The Effects of AI Development Assistants


For the last couple of months, I worked on building a full-stack LLM-powered application. To accelerate development and familiarise myself with the latest tooling, I switched between GitHub Copilot, the Cursor editor, and the Windsurf editor. Based on this experience, I want to share some insights into how AI changes the software development industry and our jobs:
“AI will replace engineers“
The tools mentioned above have increased my productivity by 2 to 10 times in all areas of application development - frontend, backend, database administration, or infrastructure.
Boilerplate, atomic components, or algorithms are now a prompt away from being written. What used to take hours now takes minutes, and it’s an incredible feeling to see the results an AI assistant can give you.
By adopting AI tooling, an average developer is likely to become a 10x developer, and what used to be a 10x developer is likely to become a 100x developer that can deliver new features daily.
AI won’t take your job
That, unless your only skill is “writing code” 🙂 All of the above benefits will happen as long as the developer assisted by AI knows what to ask it for. AI assistants can swiftly deliver basic to average features in complexity. But when given a more complex task, they fail to produce good solutions. Continuing to prompt on this unsatisfactory result will produce code that is difficult to read and maintain, wasting hours of development time.

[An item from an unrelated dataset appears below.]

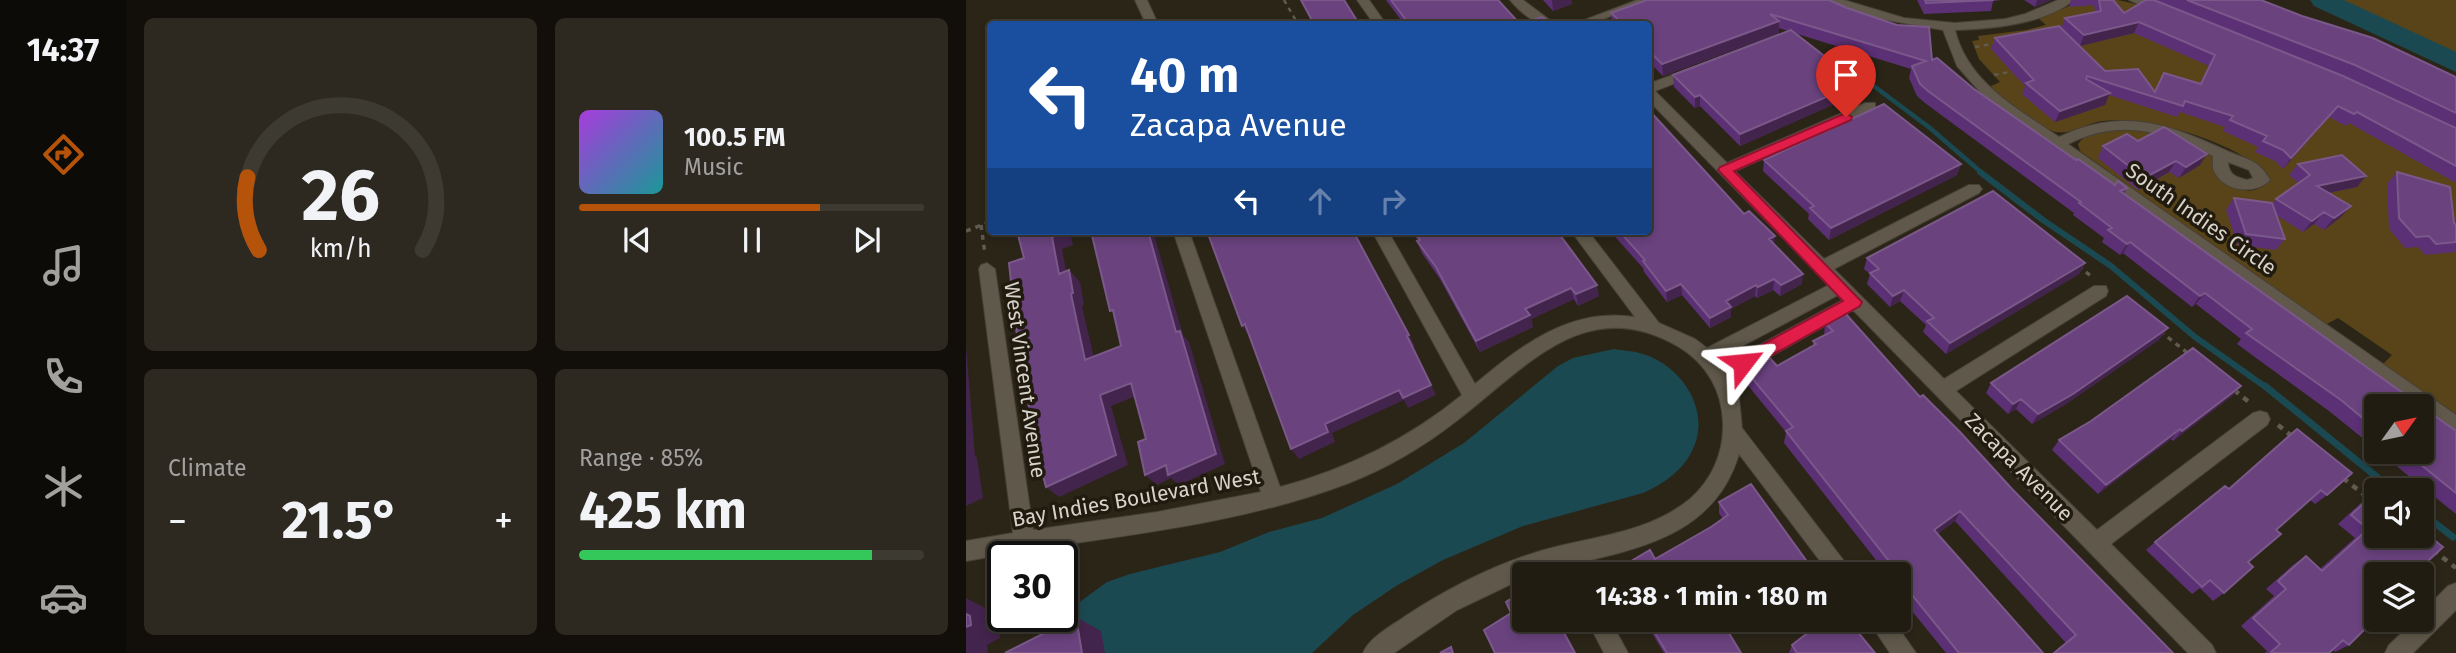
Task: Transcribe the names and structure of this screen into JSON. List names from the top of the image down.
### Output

Instead, if the developer has some knowledge in the problem they try to solve - be it from experience or from chatting to an AI assistant - they can break down the problem into small iterations, and prompt the assistant to gradually work towards the best solution. Whilst building towards this, the developer needs to indicate to the AI coding patterns and best practices to follow, and they need to continuously test the progress made, prompting the AI with the encountered issues.

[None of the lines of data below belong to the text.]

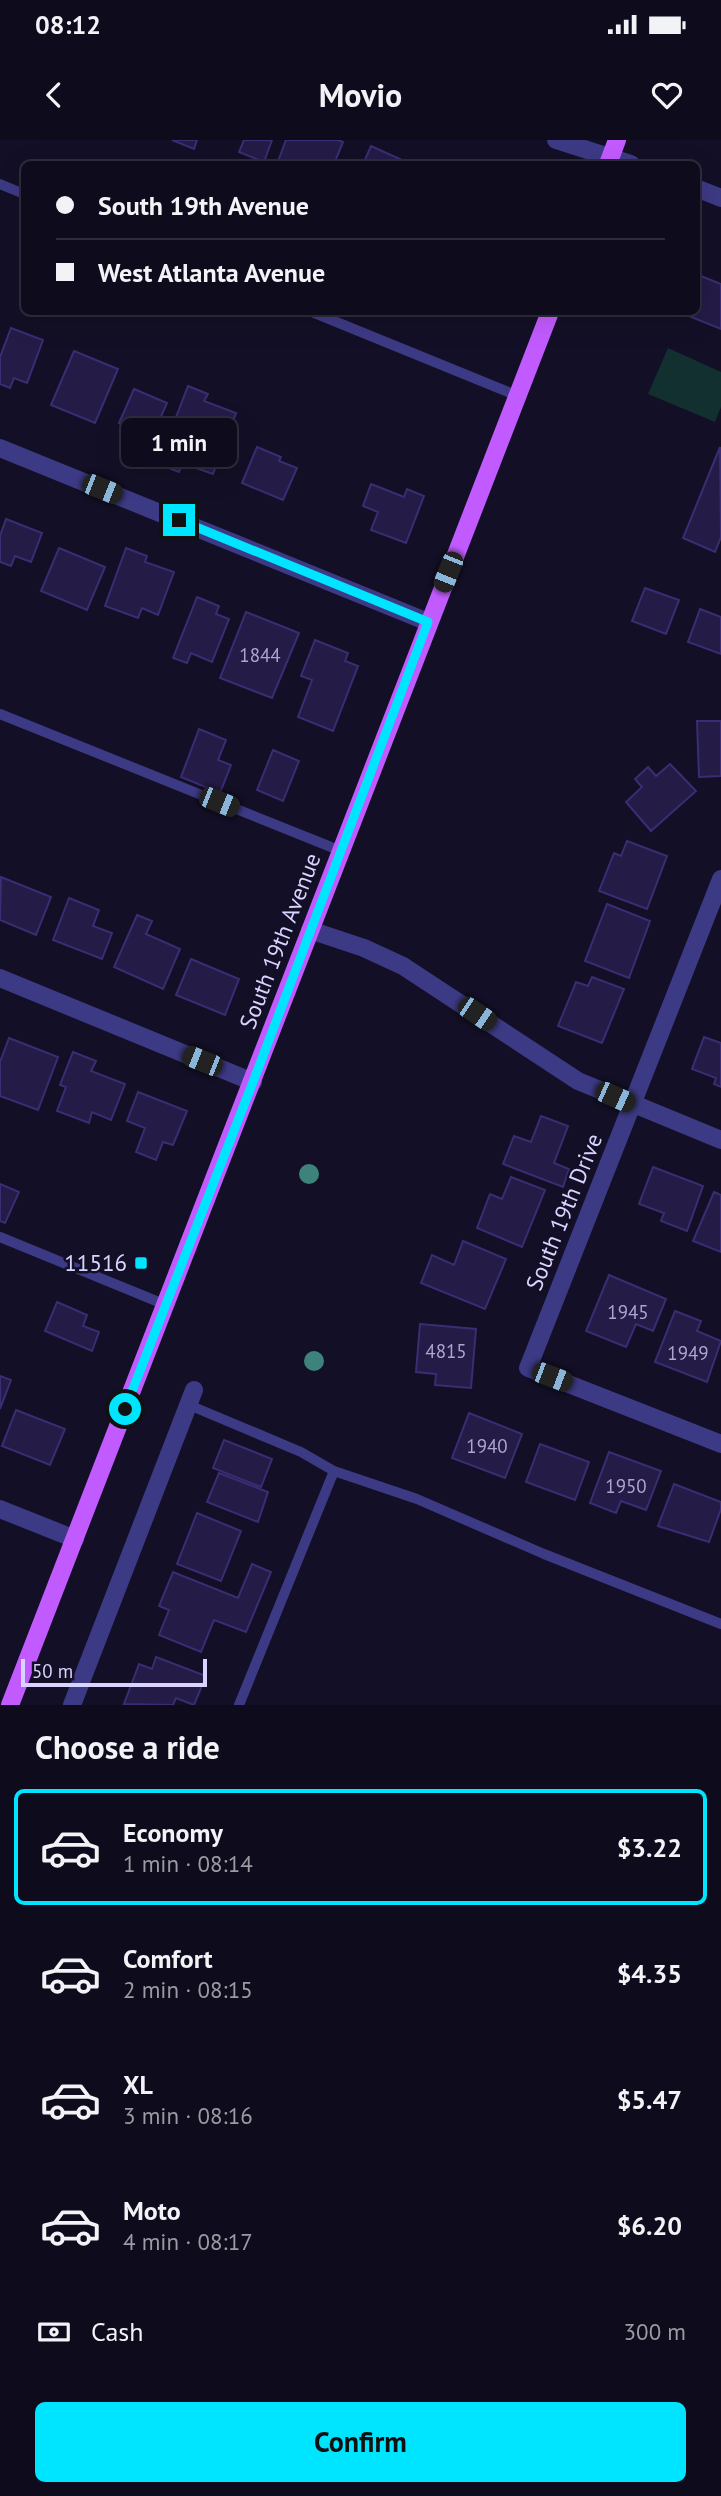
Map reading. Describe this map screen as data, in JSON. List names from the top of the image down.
{
  "streets": {
    "main road": ["South 19th Avenue"],
    "street": ["South 19th Drive"]
  },
  "places": {
    "transit": ["11516"]
  },
  "house_numbers": [
    "1844",
    "1945",
    "4815",
    "1949",
    "1940",
    "1950"
  ],
  "scale_bar": "50 m",
  "page": {
    "status": "08:12",
    "header": "Movio",
    "banner": ["South 19th Avenue", "West Atlanta Avenue"],
    "bubble": "1 min",
    "scale": "50 m",
    "heading": "Choose a ride",
    "list": [
      {
        "name": "Economy",
        "note": "1 min · 08:14",
        "value": "$3.22"
      },
      {
        "name": "Comfort",
        "note": "2 min · 08:15",
        "value": "$4.35"
      },
      {
        "name": "XL",
        "note": "3 min · 08:16",
        "value": "$5.47"
      },
      {
        "name": "Moto",
        "note": "4 min · 08:17",
        "value": "$6.20"
      }
    ],
    "pay": ["Cash", "300 m"],
    "buttons": "Confirm"
  }
}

There has never been a moment in software development history when knowledge of software architecture, best practices, and design patterns has been so relevant for a successful career.
Thoughts on the future of junior developers
I believe that going forward, being good at writing code won’t be enough to be successful in this career. Universities need to focus more on teaching best practices in software architecture, breaking down complex problems into small chunks, and of course prompt engineering. Companies will also need to focus more on enabling senior engineers to pass down their experience to junior engineers.
Otherwise, I see a risk that many junior positions might be closed in the following years - reasoning that “AI can do the job of a middle engineer” - and the effects of that will be obvious in a couple of decades, when today’s senior engineers retire and there will be a great gap of untrained engineers. Because of this, I believe that companies should not rush to replace engineers with AI tooling, but figure out ways to best leverage the new technology with their existing Human Resources. Replacing can cut costs, but training might multiply speed and profit.
To conclude, the experience I had in the last few months using AI developer tooling has been very positive, with large boosts in productivity, and I recommend all software engineers to give a try to any of these tools to see their benefits. If you are an engineering manager, consider ways to train the more junior engineers in your team so that they can leverage this tooling at its full capacity.